Quarterly report pursuant to Section 13 or 15(d)

Basis of presentation, organization and other matters

Basis of presentation, organization and other matters
6 Months Ended
Jun. 30, 2018
Organization, Consolidation and Presentation of Financial Statements [Abstract]  
Basis of presentation, organization and other matters

Note 1 - Basis of presentation, organization and other matters


Headquartered in Melville, NY, Data Storage Corporation (“DSC” or the “Company”) is a Managed Service Provider that specializes within the IBM community. Our IBM Power and Intel IaaS Cloud ensures enterprise level equipment and support focusing on iSeries, AIX, Power, AS400 and our high-processing power for Intel. Our Disaster Recovery services for both Intel and IBM has a guaranteed back-to-work window. DSC is a one-stop source for managed services from VoIP to providing the client with equipment and software, monitoring, help desk and a full array of business continuity solutions.


DSC maintains equipment for cloud storage and cloud computing in our data centers located in New York and Massachusetts. DSC delivers its solutions over highly reliable, redundant and secure fiber optic networks with separate and diverse routes to the Internet. DSC’s network and geographical diversity is important to clients seeking storage hosting and disaster recovery solutions, ensuring protection of data and continuity of business in the case of a network interruption.




The Company has concluded that the initial conditions which raised substantial doubt regarding the ability to continue as a going concern have been alleviated. As of June 30, 2018, we had cash of $81,976 and a working capital deficiency of $2,412,925. Included in current liabilities are accrued dividends that the Company is not obligated to pay at this point in time, and the Company is in compliance with its preferred shareholder agreement. Further, capitalized lease obligations for our enterprise level infrastructure in our data centers are related to long term contracts with clients, in which clients are represented in the accounts receivable as a month of billing in the current liabilities, whereas, the entire year of lease payments are recorded for future obligations.  Our Enterprise Bank obligation relates to the acquisition of Message Logic of $350,000 is structured so that DSC can be relieved of such obligation without impact. Additionally, deferred revenue, are obligations to perform services for clients, in which these clients have signed long term agreements with cancelation clauses obligating them to pay for such services, even if the client cancels within term.  Capital lease obligations are owed to a company owned by the President of DSC. The Company has on previous occasions been able to renegotiate the leases to relieve pressure on its capital position.

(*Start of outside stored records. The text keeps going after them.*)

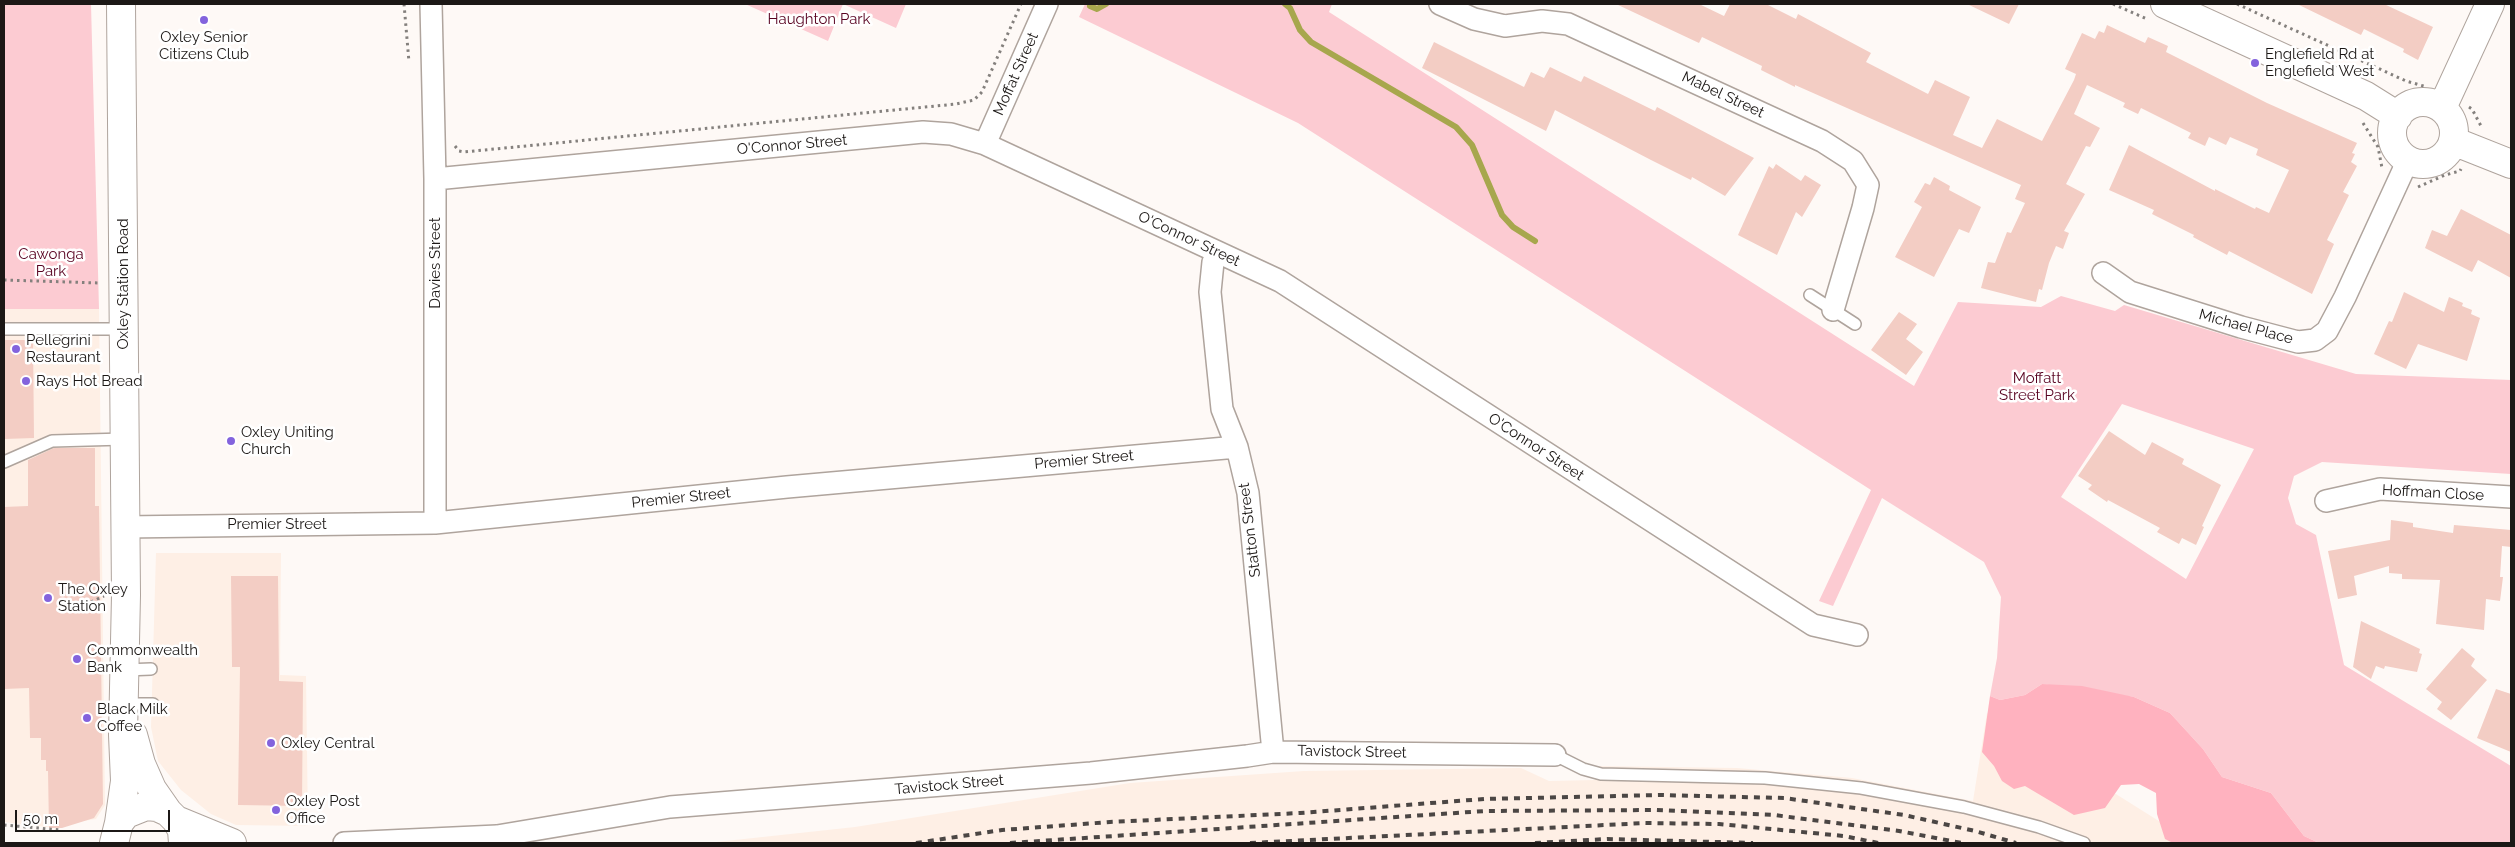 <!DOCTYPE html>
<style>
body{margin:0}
#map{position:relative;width:2515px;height:847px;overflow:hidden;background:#fef9f6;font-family:Raleway,sans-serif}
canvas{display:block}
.frame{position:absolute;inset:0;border:5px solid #1c1816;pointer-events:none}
.scale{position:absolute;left:15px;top:810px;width:155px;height:22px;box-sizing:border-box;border:2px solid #1c1816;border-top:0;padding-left:6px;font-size:15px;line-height:18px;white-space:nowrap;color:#1c1816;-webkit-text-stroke:4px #fff;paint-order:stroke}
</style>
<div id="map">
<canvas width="2515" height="847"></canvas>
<div class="frame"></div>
<div class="scale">50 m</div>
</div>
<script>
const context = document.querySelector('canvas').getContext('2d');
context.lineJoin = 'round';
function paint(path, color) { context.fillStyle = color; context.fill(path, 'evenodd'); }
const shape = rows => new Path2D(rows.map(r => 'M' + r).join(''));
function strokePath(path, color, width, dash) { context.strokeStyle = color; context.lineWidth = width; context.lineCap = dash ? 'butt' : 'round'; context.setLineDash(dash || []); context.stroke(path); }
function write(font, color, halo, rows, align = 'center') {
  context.font = font + ' Raleway,sans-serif'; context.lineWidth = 5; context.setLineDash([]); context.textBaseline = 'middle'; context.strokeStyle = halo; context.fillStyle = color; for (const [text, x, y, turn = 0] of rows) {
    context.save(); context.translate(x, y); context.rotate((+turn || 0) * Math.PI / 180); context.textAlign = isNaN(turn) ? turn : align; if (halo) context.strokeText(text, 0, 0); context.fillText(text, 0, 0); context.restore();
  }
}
paint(shape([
 [4,309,99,309,105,805,96,819,46,827,4,822],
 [156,553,281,553,280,675,306,676,308,826,236,825,211,814,181,790,158,761,151,727],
 [1987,713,2162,823,2216,843,707,843,855,827,1130,783,1304,771,1521,768,1549,781,1595,780,1594,766,1737,768,1852,778,1973,801]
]), '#feefe5');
paint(shape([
 [4,4,91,4,99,309,4,309],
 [745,4,906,4,896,28,843,4,828,41],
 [1085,4,1332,4,1329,12,1914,386,1958,302,2041,307,2061,296,2115,311,2124,305,2356,374,2511,380,2511,474,2322,462,2294,476,2288,498,2296,524,2316,535,2344,665,2511,766,2511,843,2319,843,2304,836,2271,793,2222,777,2203,749,2170,713,2134,697,2042,684,2025,695,2000,700,1990,696,1997,658,2001,597,1984,562,1882,498,1833,606,1819,601,1871,490,1298,123,1079,17],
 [2122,404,2254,449,2186,579,2061,497]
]), '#fccbd2');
paint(shape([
 [2042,684,2082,686,2134,697,2170,713,2203,749,2222,777,2271,793,2304,836,2319,843,2173,843,2165,839,2157,814,2156,793,2139,784,2121,785,2105,808,2074,815,2025,786,2014,789,2002,781,1994,766,1982,752,1990,696,2000,700,2025,695]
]), '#ffb2bf');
strokePath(shape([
 [1285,4,1290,8,1300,30,1311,42,1456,127,1472,145,1502,215,1513,227,1535,241],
 [1090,6,1097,9,1106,4]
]), '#a7a74d', 6);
paint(shape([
 [1616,4,1699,4,1724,16,1730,4,1766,4,1796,19,1798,14,1871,53,1866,62,1928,94,1935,80,1970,97,1953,135,1982,148,1997,119,2042,141,2074,80,2076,74,2065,69,2082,33,2095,39,2099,31,2104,33,2107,25,2145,43,2148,37,2168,46,2166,52,2267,103,2357,143,2352,153,2355,154,2351,162,2357,166,2343,192,2349,195,2327,240,2334,244,2312,294,2229,251,2227,255,2193,237,2194,235,2152,214,2154,210,2109,190,2129,145,2215,191,2215,189,2255,209,2256,207,2269,213,2289,170,2256,155,2258,149,2230,137,2226,145,2209,137,2205,146,2188,138,2191,133,2141,108,2138,114,2123,107,2125,103,2087,85,2074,114,2100,128,2090,147,2086,146,2066,184,2085,194,2064,231,2069,233,2063,249,2056,246,2049,263,2042,290,2039,289,2036,302,1981,288,1988,262,1995,263,2007,232,2011,233,2025,203,2015,199,2021,185,1795,85,1795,87,1761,70,1762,66,1702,37,1699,43],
 [1967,4,2019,4,2009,24],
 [2297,4,2384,4,2433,27,2418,60,2403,52,2404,49,2364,29,2361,35],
 [1434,42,1524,87,1531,72,1544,78,1550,67,1581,82,1584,76,1655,111,1657,107,1754,158,1725,196,1692,177,1691,180,1651,160,1555,110,1546,131,1422,68],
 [1776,164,1801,181,1805,175,1821,185,1802,217,1796,212,1777,255,1738,235,1769,166,1773,169],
 [1934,177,1950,186,1949,190,1981,207,1969,233,1959,229,1934,277,1895,257,1922,207,1914,202,1925,183,1930,185],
 [2461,209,2511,235,2511,278,2478,260,2472,272,2425,248,2432,230,2447,236],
 [2404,292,2444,312,2449,297,2463,303,2462,306,2472,310,2471,314,2480,318,2467,361,2418,344,2406,369,2374,354,2389,321,2392,322],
 [1899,312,1917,324,1906,339,1923,352,1906,375,1871,350],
 [4,340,33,340,34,438,4,439],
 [2109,431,2145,455,2152,442,2184,459,2182,464,2221,485,2202,526,2204,527,2196,545,2182,538,2179,544,2157,532,2160,528,2108,500,2107,502,2088,489,2092,485,2078,476],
 [54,448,95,448,95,506,99,506,103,804,94,818,62,828,49,828,48,771,46,771,46,760,41,760,41,738,30,738,29,688,4,689,4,507,28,506,28,460],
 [2391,520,2413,523,2413,527,2453,533,2454,525,2511,530,2511,547,2502,546,2500,577,2503,577,2500,601,2486,599,2484,630,2436,624,2440,580,2402,579,2402,574,2389,573,2389,566,2354,576,2357,595,2338,599,2328,551,2390,540],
 [231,576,278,576,279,681,303,682,302,806,238,805,240,667,232,667],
 [2361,621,2420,649,2419,653,2422,654,2417,672,2385,666,2384,669,2376,666,2371,679,2353,667],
 [2462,648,2475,659,2471,666,2487,680,2451,720,2437,709,2442,702,2426,689],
 [2496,689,2511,694,2511,752,2477,738]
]), '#f3cdc4');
const lane = shape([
 [1810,295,1855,324],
 [4,329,123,329],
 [4,462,52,441,124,439],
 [125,670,151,669],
 [129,704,153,704],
 [1555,755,1583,769,1601,774,1765,778,1861,788,1964,807,2039,827,2084,843]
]);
const street = shape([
 [431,4,435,179,435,523],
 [1440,4,1474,19,1505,26,1542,21,1568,24,1822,141,1853,161,1868,185,1863,208,1833,310],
 [985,144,1047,4],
 [435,179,923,132,951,134,985,144,1280,281,1813,625,1857,635],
 [1218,253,1213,262,1210,292,1222,409,1237,447,1248,493,1273,752],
 [2103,273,2130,292,2241,327,2298,342,2315,340,2327,331,2345,297,2408,160],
 [2326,501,2380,489,2511,497],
 [124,527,435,523,787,487,1237,447],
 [344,843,497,836,670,807,1091,773,1247,756,1273,752,1555,755]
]);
const secondary = shape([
 [2165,4,2366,96,2398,116],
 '2392 133a31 31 0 1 1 62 0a31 31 0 1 1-62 0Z',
 [2442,108,2490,4],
 [2453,141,2511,164],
 [133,735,141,764,152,789,168,812],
 [176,820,232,843],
 [119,823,125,781,123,735,126,595,121,4],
 [114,843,119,823,126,814,146,806,157,807,168,812,176,820,182,830,183,843]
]);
strokePath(lane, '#afa49d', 14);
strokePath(street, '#afa49d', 24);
strokePath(secondary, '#afa49d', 30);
strokePath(shape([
 [404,4,409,62],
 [2113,4,2147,19],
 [2237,4,2406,81,2427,87],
 [2469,107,2472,109,2481,126],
 [2363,123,2378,147,2382,168],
 [455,146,459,151,464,152,956,104,974,100,982,92,1021,4],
 [2418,187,2445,175,2460,171,2461,169],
 [4,280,100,283],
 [91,602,104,596],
 [4,825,61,830]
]), '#84807d', 3, [2.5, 4]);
strokePath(lane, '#fff', 11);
strokePath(street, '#fff', 21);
strokePath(secondary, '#fff', 28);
strokePath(shape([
 [916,843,1002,830,1110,822,1300,813,1484,799,1660,795,1784,798,1904,815,1975,831,2016,843],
 [1010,843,1485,811,1656,810,1774,815,1899,831,1962,843],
 [1250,843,1645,823,1719,824,1844,836,1878,843],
 [1535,843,1607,839,1753,843]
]), '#4b4644', 4, [6, 6]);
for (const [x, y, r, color] of [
 [204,20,5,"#8363dd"],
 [2255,63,5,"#8363dd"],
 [16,349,5,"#8363dd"],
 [26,381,5,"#8363dd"],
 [231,441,5,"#8363dd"],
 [48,598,5,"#8363dd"],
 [77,659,5,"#8363dd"],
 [87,718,5,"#8363dd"],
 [271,743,5,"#8363dd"],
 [276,810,5,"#8363dd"]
]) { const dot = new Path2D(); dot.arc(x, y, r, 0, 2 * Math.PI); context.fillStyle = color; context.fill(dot); strokePath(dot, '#fff', 2); }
write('15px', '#590422', '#fff', [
 ["Haughton Park",819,19],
 ["Cawonga",51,254],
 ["Park",51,271],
 ["Moffatt",2037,378],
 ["Street Park",2037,395]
]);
write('15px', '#1c1816', '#fff', [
 ["Oxley Senior",204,37,"center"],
 ["Citizens Club",204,54,"center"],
 ["Englefield Rd at",2265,54],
 ["Englefield West",2265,71],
 ["Pellegrini",26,340],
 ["Restaurant",26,357],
 ["Rays Hot Bread",36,381],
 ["Oxley Uniting",241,432],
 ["Church",241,449],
 ["The Oxley",58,589],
 ["Station",58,606],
 ["Commonwealth",87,650],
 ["Bank",87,667],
 ["Black Milk",97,709],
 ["Coffee",97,726],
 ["Oxley Central",281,743],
 ["Oxley Post",286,801],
 ["Office",286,818]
], 'left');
write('15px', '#1c1816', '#fff', [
 ["Moffat Street",1016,74,-66],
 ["Mabel Street",1723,95,25],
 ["O'Connor Street",792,145,-5],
 ["O'Connor Street",1189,239,25],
 ["Davies Street",435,263,-90],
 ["Oxley Station Road",123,284,-90],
 ["Michael Place",2246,327,15],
 ["O'Connor Street",1536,447,33],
 ["Premier Street",1084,460,-5],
 ["Hoffman Close",2433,493,3],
 ["Premier Street",681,498,-6],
 ["Premier Street",277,524],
 ["Statton Street",1250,530,-97],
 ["Tavistock Street",1352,752,1],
 ["Tavistock Street",949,785,-5]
]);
</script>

The Company recognized a net loss available to common shareholders of $41,037 for the six months ended June 30, 2018 and generated cash from operations of $123,546. Revenue growth for the quarter had a higher percentage of equipment and software sales and has a result of the mix of product and services overall margin have been impacted. Equipment and software normally have lower margin than subscription services such as IaaS and disaster recovery.


There is no assurance that the conditions that raise substantial doubt regarding the Company’s ability to continue as a going concern will be mitigated by the factors enumerated above. To further alleviate the concern, management has determined that related party capitalized leases can be refinanced. Further, senior management is committed to funding the Company’s operations for growth and expansion for the next 12 months.


The consolidated financial statements do not include any adjustments to reflect the possible future effects on the recoverability and classification of assets or the amounts and classification of liabilities that may result from the matters discussed herein. While we believe in the viability of management’s strategy to generate sufficient revenue, control costs and the ability to raise additional funds if necessary, there can be no assurances to that effect. The Company’s ability to continue as a going concern is dependent upon our continued sales efforts, the ability to further implement the business plan, generate sufficient revenues and to control operating expenses.